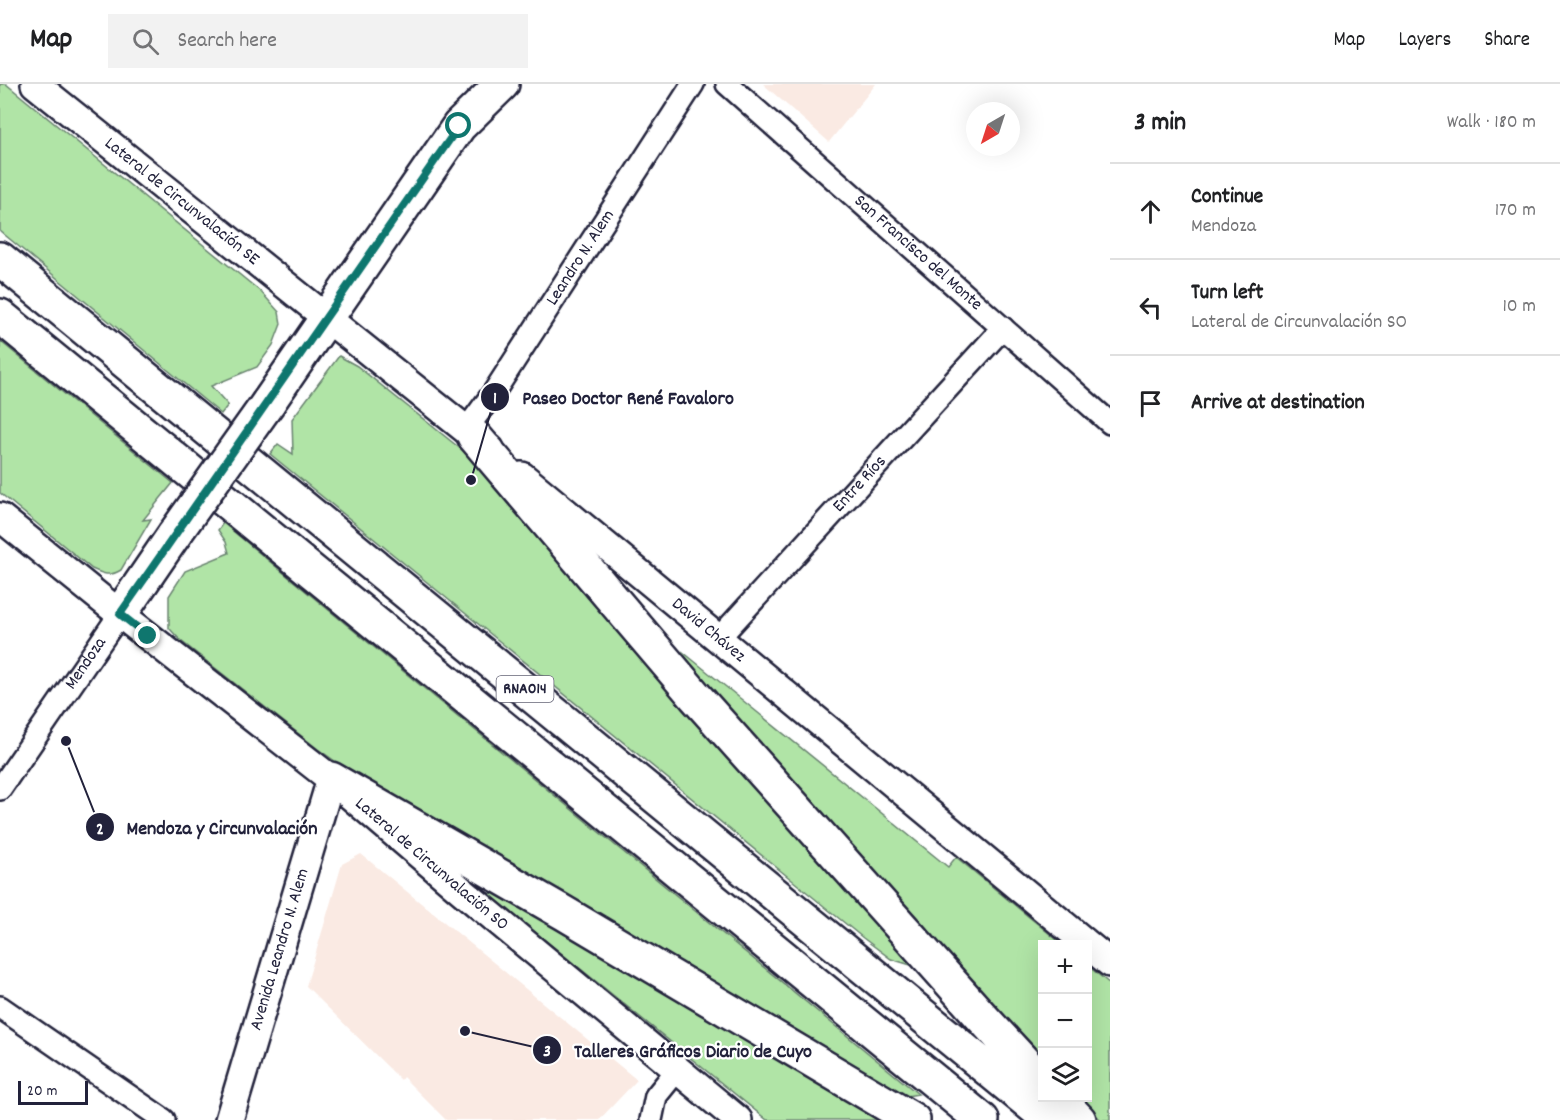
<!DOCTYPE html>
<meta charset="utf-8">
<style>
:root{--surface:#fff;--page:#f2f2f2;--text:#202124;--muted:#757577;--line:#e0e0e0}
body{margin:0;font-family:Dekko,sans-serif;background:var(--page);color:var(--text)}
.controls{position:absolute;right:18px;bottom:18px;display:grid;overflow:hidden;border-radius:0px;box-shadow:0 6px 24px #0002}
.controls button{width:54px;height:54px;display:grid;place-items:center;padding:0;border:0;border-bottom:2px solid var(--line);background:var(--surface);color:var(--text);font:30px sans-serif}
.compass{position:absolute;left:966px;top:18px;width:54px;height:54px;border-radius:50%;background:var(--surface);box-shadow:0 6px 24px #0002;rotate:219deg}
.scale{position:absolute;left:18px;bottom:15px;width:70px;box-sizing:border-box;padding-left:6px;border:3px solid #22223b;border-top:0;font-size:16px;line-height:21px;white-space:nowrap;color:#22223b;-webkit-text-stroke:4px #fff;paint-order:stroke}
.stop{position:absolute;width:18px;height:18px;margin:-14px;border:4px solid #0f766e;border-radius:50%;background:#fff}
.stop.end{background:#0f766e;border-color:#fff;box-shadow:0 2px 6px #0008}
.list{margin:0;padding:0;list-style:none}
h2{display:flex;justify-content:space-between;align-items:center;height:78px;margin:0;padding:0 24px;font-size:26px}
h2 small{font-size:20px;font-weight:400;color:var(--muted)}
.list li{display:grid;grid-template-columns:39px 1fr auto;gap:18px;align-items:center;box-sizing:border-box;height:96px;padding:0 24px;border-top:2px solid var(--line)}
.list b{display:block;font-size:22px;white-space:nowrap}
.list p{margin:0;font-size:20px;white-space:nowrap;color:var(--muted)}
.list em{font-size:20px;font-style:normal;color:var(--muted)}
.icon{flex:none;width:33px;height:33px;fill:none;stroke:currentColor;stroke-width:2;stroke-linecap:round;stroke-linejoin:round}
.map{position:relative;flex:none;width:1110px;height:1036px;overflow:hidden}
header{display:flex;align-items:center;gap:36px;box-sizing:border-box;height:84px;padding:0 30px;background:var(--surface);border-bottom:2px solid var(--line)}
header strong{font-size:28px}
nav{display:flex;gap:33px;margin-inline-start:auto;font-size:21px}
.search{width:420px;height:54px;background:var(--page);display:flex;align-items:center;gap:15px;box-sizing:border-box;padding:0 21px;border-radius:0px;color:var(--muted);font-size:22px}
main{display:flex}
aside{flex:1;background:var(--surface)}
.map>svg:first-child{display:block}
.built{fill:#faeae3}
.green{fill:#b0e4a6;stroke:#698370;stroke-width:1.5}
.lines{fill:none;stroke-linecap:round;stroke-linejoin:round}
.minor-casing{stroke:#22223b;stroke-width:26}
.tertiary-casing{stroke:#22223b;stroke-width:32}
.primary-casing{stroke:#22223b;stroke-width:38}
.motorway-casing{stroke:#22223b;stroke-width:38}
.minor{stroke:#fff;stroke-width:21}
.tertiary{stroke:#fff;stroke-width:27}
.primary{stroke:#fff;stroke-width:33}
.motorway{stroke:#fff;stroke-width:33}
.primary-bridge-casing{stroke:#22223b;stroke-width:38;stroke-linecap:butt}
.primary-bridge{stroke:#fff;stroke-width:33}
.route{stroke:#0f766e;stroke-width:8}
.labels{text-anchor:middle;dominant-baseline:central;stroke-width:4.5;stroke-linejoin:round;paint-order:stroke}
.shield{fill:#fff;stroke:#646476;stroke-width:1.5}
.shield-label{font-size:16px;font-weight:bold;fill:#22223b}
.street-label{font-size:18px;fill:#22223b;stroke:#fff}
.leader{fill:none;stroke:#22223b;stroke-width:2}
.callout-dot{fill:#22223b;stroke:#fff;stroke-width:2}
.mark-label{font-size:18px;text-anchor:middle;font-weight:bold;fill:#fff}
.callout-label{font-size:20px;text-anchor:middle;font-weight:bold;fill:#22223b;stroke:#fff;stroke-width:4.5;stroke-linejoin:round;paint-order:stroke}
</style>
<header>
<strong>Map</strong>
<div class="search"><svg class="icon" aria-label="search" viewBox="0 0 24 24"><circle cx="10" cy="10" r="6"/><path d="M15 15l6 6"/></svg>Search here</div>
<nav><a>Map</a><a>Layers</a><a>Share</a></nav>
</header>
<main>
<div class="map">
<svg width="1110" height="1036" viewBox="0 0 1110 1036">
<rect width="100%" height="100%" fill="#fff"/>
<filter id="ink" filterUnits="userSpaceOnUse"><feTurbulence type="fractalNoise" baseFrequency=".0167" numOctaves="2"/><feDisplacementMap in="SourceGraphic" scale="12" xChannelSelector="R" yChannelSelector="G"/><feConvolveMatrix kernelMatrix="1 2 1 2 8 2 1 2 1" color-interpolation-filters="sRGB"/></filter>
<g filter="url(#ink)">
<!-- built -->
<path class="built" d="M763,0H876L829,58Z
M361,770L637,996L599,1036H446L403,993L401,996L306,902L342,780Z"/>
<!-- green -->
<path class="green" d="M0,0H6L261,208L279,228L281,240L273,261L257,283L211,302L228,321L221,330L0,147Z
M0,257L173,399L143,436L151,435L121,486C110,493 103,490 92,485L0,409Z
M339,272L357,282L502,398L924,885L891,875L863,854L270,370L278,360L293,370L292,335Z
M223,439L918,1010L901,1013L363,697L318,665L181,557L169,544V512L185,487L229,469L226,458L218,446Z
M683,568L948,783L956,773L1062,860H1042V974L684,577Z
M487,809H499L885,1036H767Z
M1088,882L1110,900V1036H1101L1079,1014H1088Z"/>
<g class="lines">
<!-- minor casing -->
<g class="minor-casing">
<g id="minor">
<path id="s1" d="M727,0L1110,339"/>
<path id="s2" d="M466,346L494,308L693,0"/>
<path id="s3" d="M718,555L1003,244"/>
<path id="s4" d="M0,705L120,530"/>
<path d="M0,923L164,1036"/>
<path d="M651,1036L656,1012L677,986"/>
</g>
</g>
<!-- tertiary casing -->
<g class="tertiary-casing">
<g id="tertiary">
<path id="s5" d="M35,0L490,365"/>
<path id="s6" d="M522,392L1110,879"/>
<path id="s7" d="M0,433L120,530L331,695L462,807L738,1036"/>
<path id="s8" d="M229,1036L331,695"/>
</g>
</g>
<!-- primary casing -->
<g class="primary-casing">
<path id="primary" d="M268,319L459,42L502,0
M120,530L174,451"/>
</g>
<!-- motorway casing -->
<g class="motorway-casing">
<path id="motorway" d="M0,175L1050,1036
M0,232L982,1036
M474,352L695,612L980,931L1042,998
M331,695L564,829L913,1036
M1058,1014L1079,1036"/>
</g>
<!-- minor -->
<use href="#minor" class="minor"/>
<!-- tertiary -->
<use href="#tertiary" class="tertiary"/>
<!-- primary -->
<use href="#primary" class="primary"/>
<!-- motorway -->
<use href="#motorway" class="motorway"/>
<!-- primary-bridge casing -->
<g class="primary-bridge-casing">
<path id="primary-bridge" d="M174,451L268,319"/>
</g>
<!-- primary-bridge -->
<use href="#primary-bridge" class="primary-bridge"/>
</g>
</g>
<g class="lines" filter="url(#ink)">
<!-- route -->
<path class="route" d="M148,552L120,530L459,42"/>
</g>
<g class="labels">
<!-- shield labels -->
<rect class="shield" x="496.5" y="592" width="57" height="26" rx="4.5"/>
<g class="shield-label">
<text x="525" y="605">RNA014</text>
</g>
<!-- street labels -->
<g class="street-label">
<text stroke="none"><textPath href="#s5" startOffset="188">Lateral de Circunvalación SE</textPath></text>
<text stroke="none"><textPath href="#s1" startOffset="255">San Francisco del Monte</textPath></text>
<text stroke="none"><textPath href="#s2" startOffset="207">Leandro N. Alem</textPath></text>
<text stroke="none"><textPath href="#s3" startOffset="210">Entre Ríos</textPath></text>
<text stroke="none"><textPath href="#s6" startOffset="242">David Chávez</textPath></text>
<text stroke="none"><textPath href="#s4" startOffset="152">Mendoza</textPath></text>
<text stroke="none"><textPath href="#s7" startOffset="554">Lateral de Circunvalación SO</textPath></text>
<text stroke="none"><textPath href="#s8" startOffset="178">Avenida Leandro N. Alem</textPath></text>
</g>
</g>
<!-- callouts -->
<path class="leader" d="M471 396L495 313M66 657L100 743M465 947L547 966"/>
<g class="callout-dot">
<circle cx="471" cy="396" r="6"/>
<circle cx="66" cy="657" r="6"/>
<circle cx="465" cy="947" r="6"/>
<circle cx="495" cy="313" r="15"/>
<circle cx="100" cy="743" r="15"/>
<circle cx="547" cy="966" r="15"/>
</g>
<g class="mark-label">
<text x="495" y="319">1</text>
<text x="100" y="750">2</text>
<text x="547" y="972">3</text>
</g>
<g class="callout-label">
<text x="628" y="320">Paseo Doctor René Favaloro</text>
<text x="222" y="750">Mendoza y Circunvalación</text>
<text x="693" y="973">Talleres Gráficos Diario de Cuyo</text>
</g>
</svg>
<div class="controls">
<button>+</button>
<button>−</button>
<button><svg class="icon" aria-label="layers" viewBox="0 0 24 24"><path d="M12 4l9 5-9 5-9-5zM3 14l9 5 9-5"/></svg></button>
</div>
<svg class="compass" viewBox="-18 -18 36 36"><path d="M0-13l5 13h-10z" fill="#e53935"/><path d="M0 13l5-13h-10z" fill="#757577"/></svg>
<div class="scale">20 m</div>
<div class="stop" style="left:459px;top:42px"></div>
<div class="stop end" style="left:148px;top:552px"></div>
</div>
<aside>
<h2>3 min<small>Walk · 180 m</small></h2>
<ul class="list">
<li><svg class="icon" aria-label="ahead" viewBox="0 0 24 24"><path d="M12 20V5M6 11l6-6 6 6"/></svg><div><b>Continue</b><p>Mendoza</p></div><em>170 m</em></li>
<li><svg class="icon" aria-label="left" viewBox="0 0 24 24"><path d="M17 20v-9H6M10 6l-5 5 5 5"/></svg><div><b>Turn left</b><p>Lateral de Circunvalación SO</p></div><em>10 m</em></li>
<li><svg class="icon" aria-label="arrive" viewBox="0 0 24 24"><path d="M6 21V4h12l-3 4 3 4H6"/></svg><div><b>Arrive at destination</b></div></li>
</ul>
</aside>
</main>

----------

_Problem requirements:_ Note every line of the entries in which "grid" appears, and copy it down.

_Task output:_
.controls{position:absolute;right:18px;bottom:18px;display:grid;overflow:hidden;border-radius:0px;box-shadow:0 6px 24px #0002}
.controls button{width:54px;height:54px;display:grid;place-items:center;padding:0;border:0;border-bottom:2px solid var(--line);background:var(--surface);color:var(--text);font:30px sans-serif}
.list li{display:grid;grid-template-columns:39px 1fr auto;gap:18px;align-items:center;box-sizing:border-box;height:96px;padding:0 24px;border-top:2px solid var(--line)}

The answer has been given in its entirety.